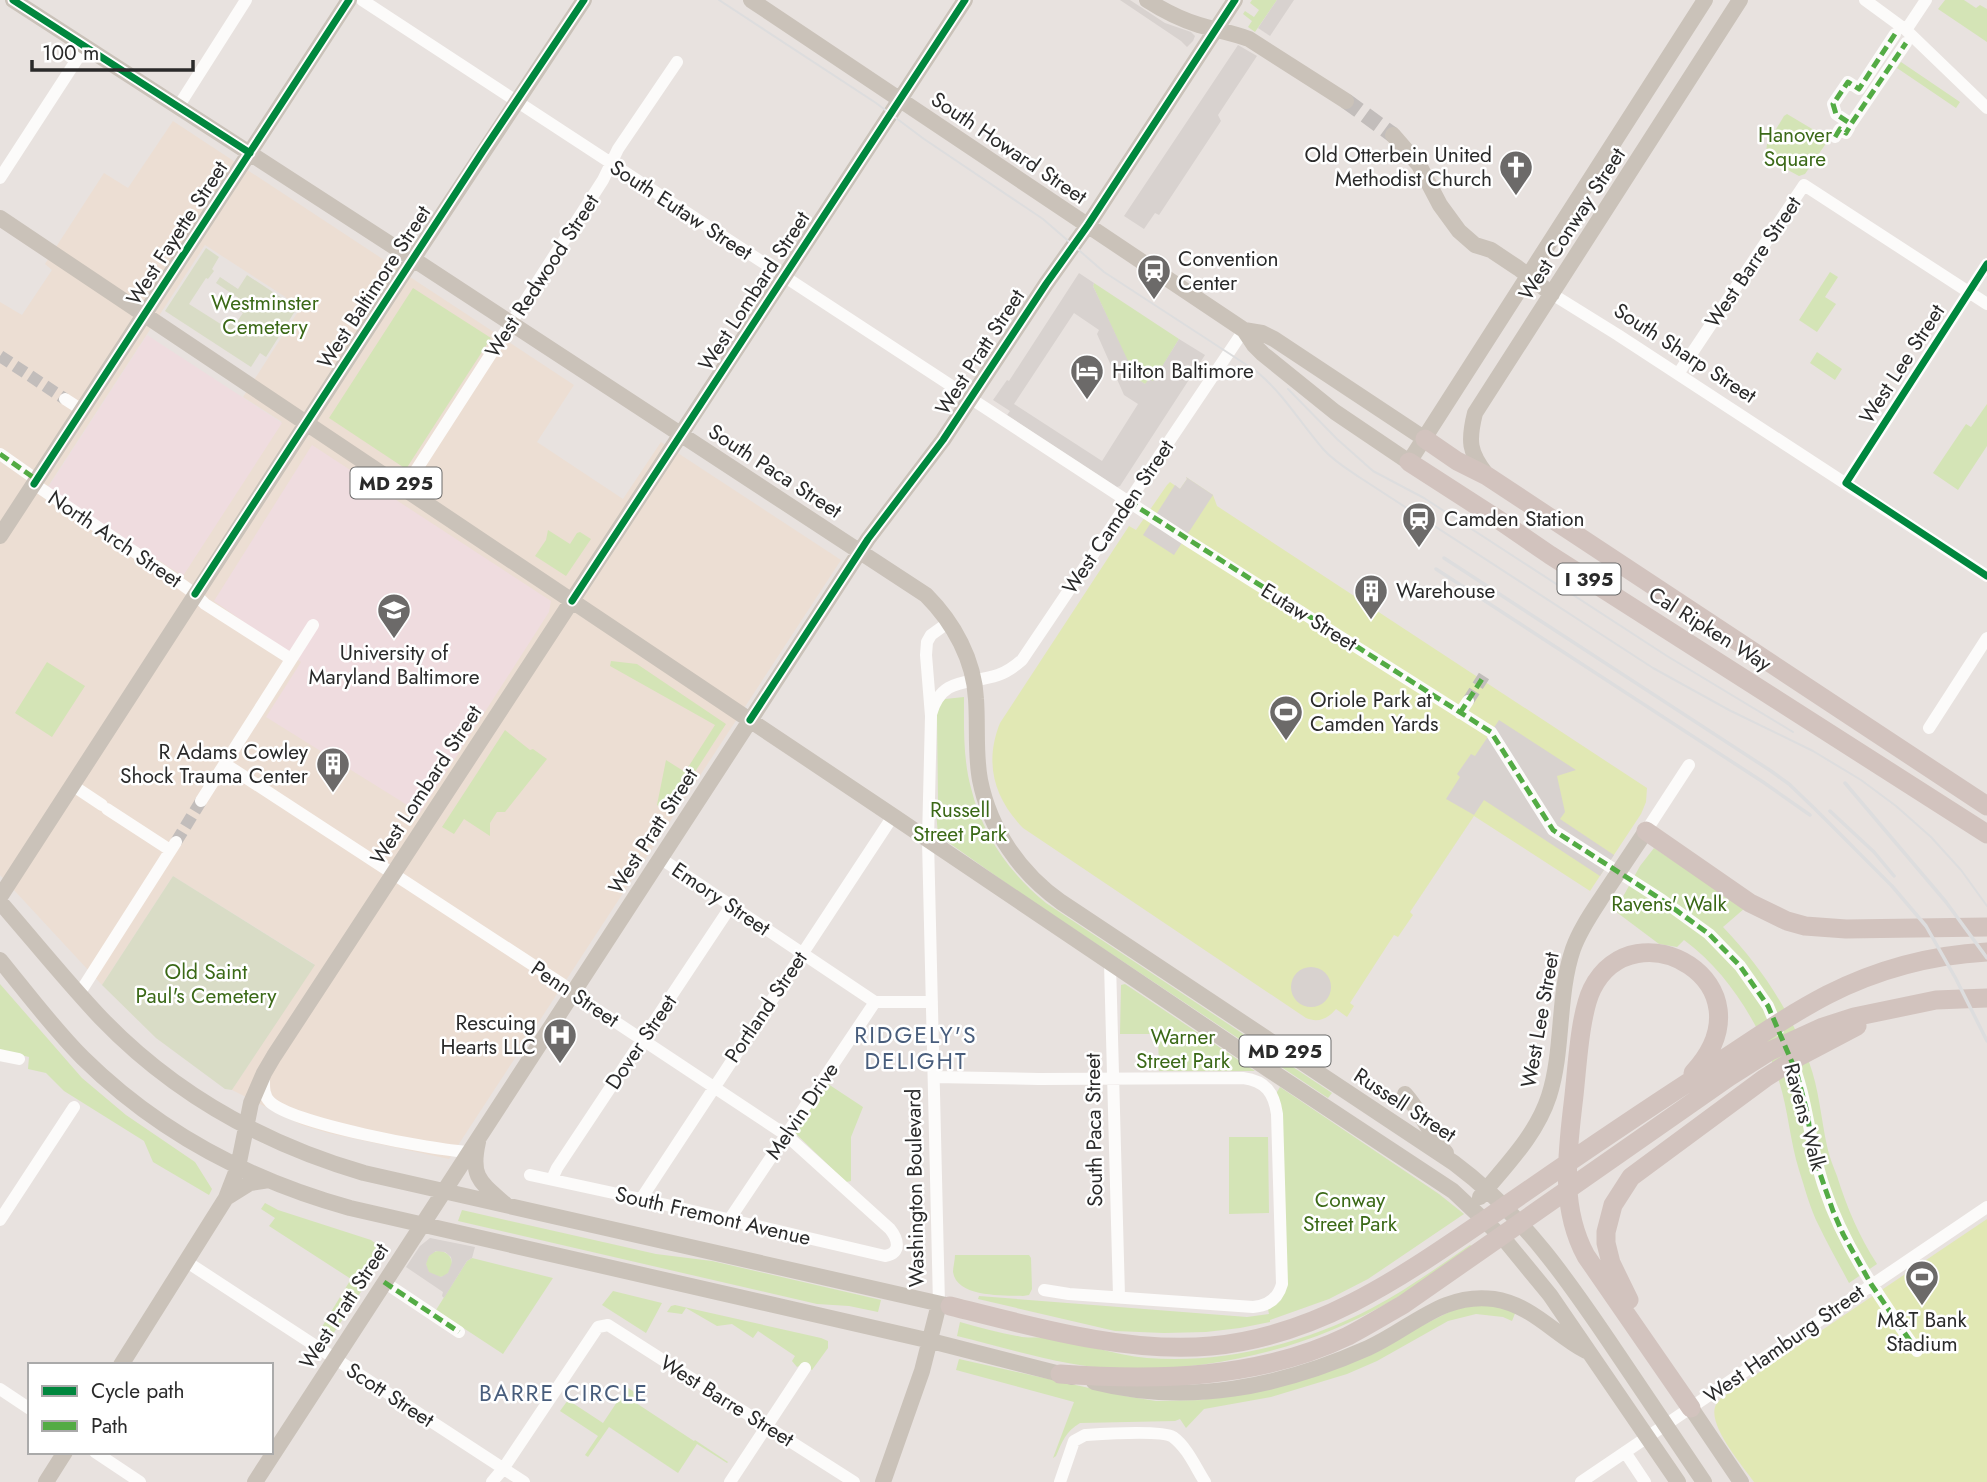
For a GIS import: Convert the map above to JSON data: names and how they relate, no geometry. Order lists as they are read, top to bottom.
{
  "streets": {
    "highway": ["I 395", "Cal Ripken Way"],
    "main road": [
      "South Howard Street",
      "West Conway Street",
      "West Fayette Street",
      "West Baltimore Street",
      "West Lombard Street",
      "West Pratt Street",
      "South Sharp Street",
      "West Lee Street",
      "South Paca Street",
      "MD 295",
      "Russell Street",
      "Washington Boulevard"
    ],
    "street": [
      "South Eutaw Street",
      "West Barre Street",
      "West Redwood Street",
      "West Camden Street",
      "North Arch Street",
      "Eutaw Street",
      "Emory Street",
      "Penn Street",
      "Portland Street",
      "Dover Street",
      "Melvin Drive",
      "Ravens Walk",
      "South Fremont Avenue",
      "West Hamburg Street",
      "Scott Street"
    ]
  },
  "crossings": [
    ["South Howard Street", "West Conway Street"],
    ["South Howard Street", "West Lombard Street"],
    ["South Howard Street", "West Pratt Street"],
    ["South Howard Street", "West Camden Street"],
    ["South Howard Street", "Cal Ripken Way"],
    ["South Eutaw Street", "West Redwood Street"],
    ["South Eutaw Street", "West Baltimore Street"],
    ["South Eutaw Street", "West Lombard Street"],
    ["South Eutaw Street", "West Pratt Street"],
    ["South Eutaw Street", "West Camden Street"],
    ["South Eutaw Street", "Eutaw Street"],
    ["West Conway Street", "South Sharp Street"],
    ["West Conway Street", "Cal Ripken Way"],
    ["West Fayette Street", "MD 295"],
    ["West Fayette Street", "North Arch Street"],
    ["West Barre Street", "South Sharp Street"],
    ["West Barre Street", "West Lee Street"],
    ["West Barre Street", "Scott Street"],
    ["West Redwood Street", "South Paca Street"],
    ["West Redwood Street", "MD 295"],
    ["West Baltimore Street", "South Paca Street"],
    ["West Baltimore Street", "MD 295"],
    ["West Baltimore Street", "North Arch Street"],
    ["West Lombard Street", "South Paca Street"],
    ["West Lombard Street", "MD 295"],
    ["West Lombard Street", "Penn Street"],
    ["West Lombard Street", "Scott Street"],
    ["West Pratt Street", "South Paca Street"],
    ["West Pratt Street", "MD 295"],
    ["West Pratt Street", "Emory Street"],
    ["West Pratt Street", "Penn Street"],
    ["West Pratt Street", "Scott Street"],
    ["South Sharp Street", "West Lee Street"],
    ["West Lee Street", "Russell Street"],
    ["West Lee Street", "Ravens Walk"],
    ["South Paca Street", "MD 295"],
    ["South Paca Street", "West Camden Street"],
    ["South Paca Street", "Russell Street"],
    ["South Paca Street", "Washington Boulevard"],
    ["MD 295", "Portland Street"],
    ["MD 295", "Russell Street"],
    ["MD 295", "Washington Boulevard"],
    ["West Camden Street", "Eutaw Street"],
    ["West Camden Street", "Russell Street"],
    ["Eutaw Street", "Ravens Walk"],
    ["Emory Street", "Portland Street"],
    ["Emory Street", "Dover Street"],
    ["Emory Street", "Melvin Drive"],
    ["Penn Street", "Portland Street"],
    ["Penn Street", "Dover Street"],
    ["Penn Street", "Melvin Drive"],
    ["Penn Street", "South Fremont Avenue"],
    ["Portland Street", "South Fremont Avenue"],
    ["Dover Street", "South Fremont Avenue"],
    ["Russell Street", "Washington Boulevard"],
    ["Russell Street", "West Hamburg Street"],
    ["Melvin Drive", "South Fremont Avenue"],
    ["Ravens Walk", "West Hamburg Street"]
  ],
  "districts": ["RIDGELY'S DELIGHT", "BARRE CIRCLE"],
  "parks": [
    "Hanover Square",
    "Westminster Cemetery",
    "Russell Street Park",
    "Ravens' Walk",
    "Old Saint Paul's Cemetery",
    "Warner Street Park",
    "Conway Street Park"
  ],
  "places": {
    "church": ["Old Otterbein United Methodist Church"],
    "station": ["Convention Center", "Camden Station"],
    "hotel": ["Hilton Baltimore"],
    "building": ["Warehouse", "R Adams Cowley Shock Trauma Center"],
    "school or university": ["University of Maryland Baltimore"],
    "sports": ["Oriole Park at Camden Yards", "M&T Bank Stadium"],
    "hospital": ["Rescuing Hearts LLC"]
  },
  "legend": ["Cycle path", "Path"],
  "scale_bar": "100 m"
}
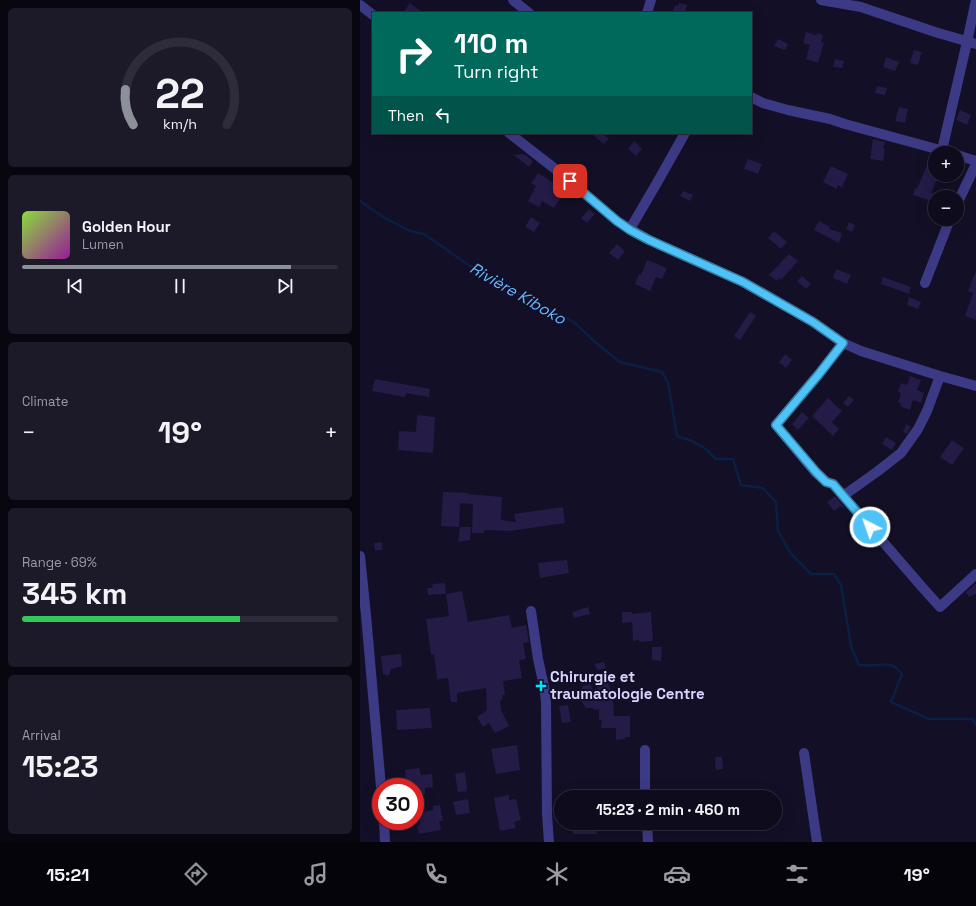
^^^^^^^^
→ **PROBLEM TO SOLVE**
State the number of lines in the records that contain the string "Walk", and nothing more.

→ **OUTPUT OF THE EXERCISE**
5